*ACTION ITEM*
In the data, extract each line that holds the string "lists".

*EXERCISE INPUT*
= = =
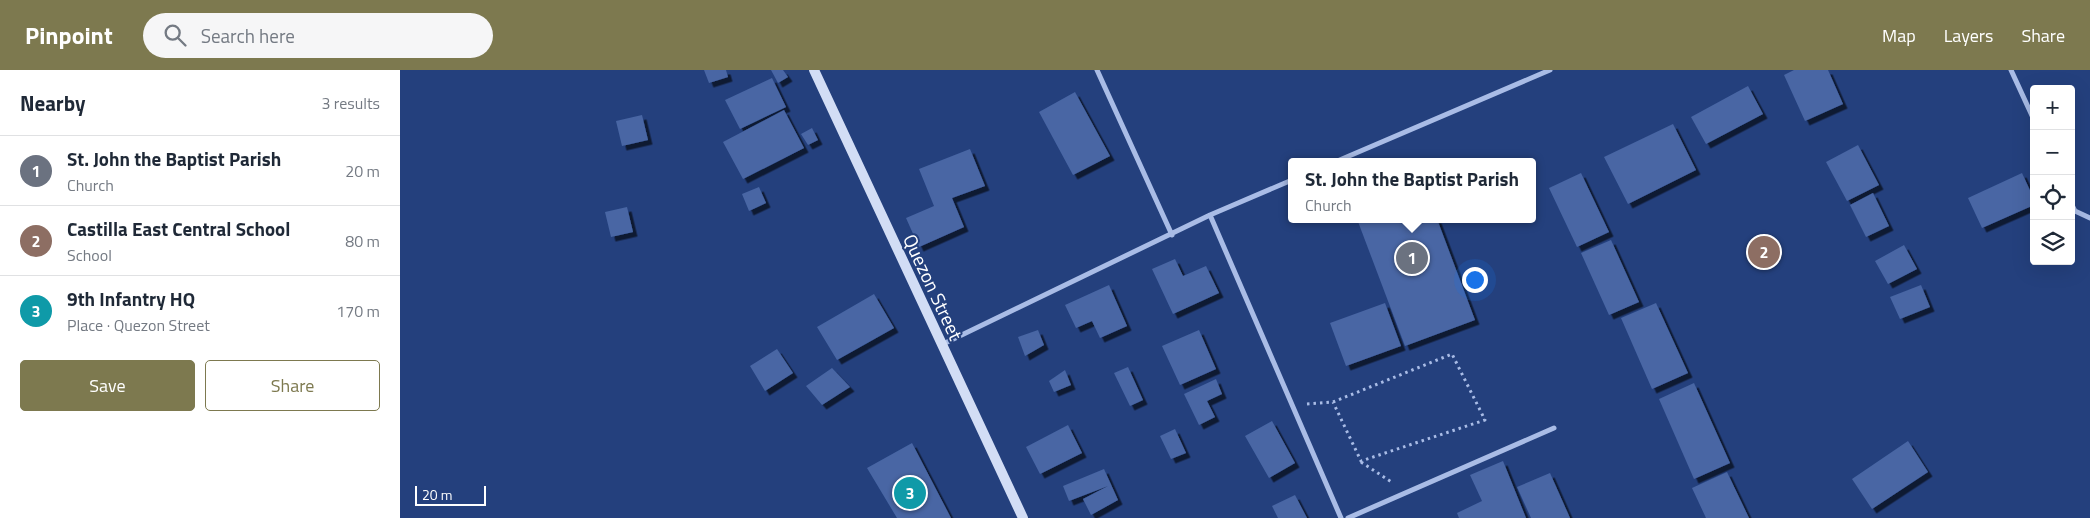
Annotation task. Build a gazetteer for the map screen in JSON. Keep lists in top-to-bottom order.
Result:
{
  "streets": {
    "street": ["Quezon Street"]
  },
  "scale_bar": "20 m",
  "page": {
    "header": "Pinpoint",
    "search": "Search here",
    "nav": ["Map", "Layers", "Share"],
    "heading": ["Nearby", "3 results"],
    "map_buttons": ["+", "−"],
    "list": [
      {
        "mark": "1",
        "name": "St. John the Baptist Parish",
        "note": "Church",
        "value": "20 m"
      },
      {
        "mark": "2",
        "name": "Castilla East Central School",
        "note": "School",
        "value": "80 m"
      },
      {
        "mark": "3",
        "name": "9th Infantry HQ",
        "note": "Place · Quezon Street",
        "value": "170 m"
      }
    ],
    "popup": ["St. John the Baptist Parish", "Church"],
    "pins": ["2", "1", "3"],
    "buttons": ["Save", "Share"],
    "scale": "20 m"
  }
}
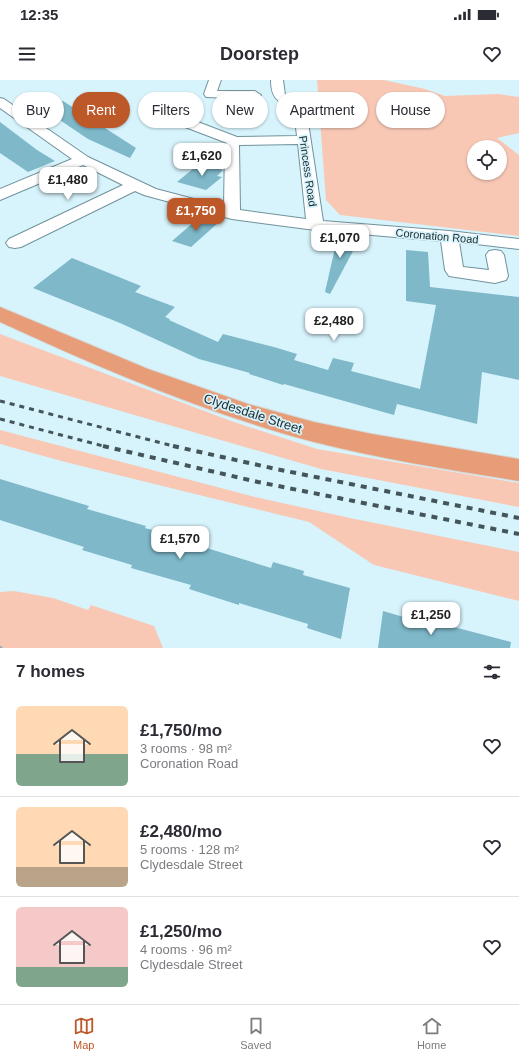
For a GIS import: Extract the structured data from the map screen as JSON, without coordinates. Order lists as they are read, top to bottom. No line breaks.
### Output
{"streets":{"main road":["Clydesdale Street"],"street":["Princess Road","Coronation Road"]},"crossings":[["Princess Road","Coronation Road"]],"page":{"status":"12:35","header":"Doorstep","chip":["Buy","Rent","Filters","New","Apartment","House"],"price":["£1,620","£1,480","£1,750","£1,070","£2,480","£1,570","£1,250"],"heading":"7 homes","list":[{"name":"£1,750/mo","note":"3 rooms · 98 m² · Coronation Road"},{"name":"£2,480/mo","note":"5 rooms · 128 m² · Clydesdale Street"},{"name":"£1,250/mo","note":"4 rooms · 96 m² · Clydesdale Street"}],"tabs":["Map","Saved","Home"]}}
= = =
*TASK RESULT*
Annotation task. Build a gazetteer for the map screen in JSON. Keep lists in top-to-bottom order.
For a GIS import: Extract the structured data from the map screen as JSON, without coordinates. Order lists as they are read, top to bottom. No line breaks.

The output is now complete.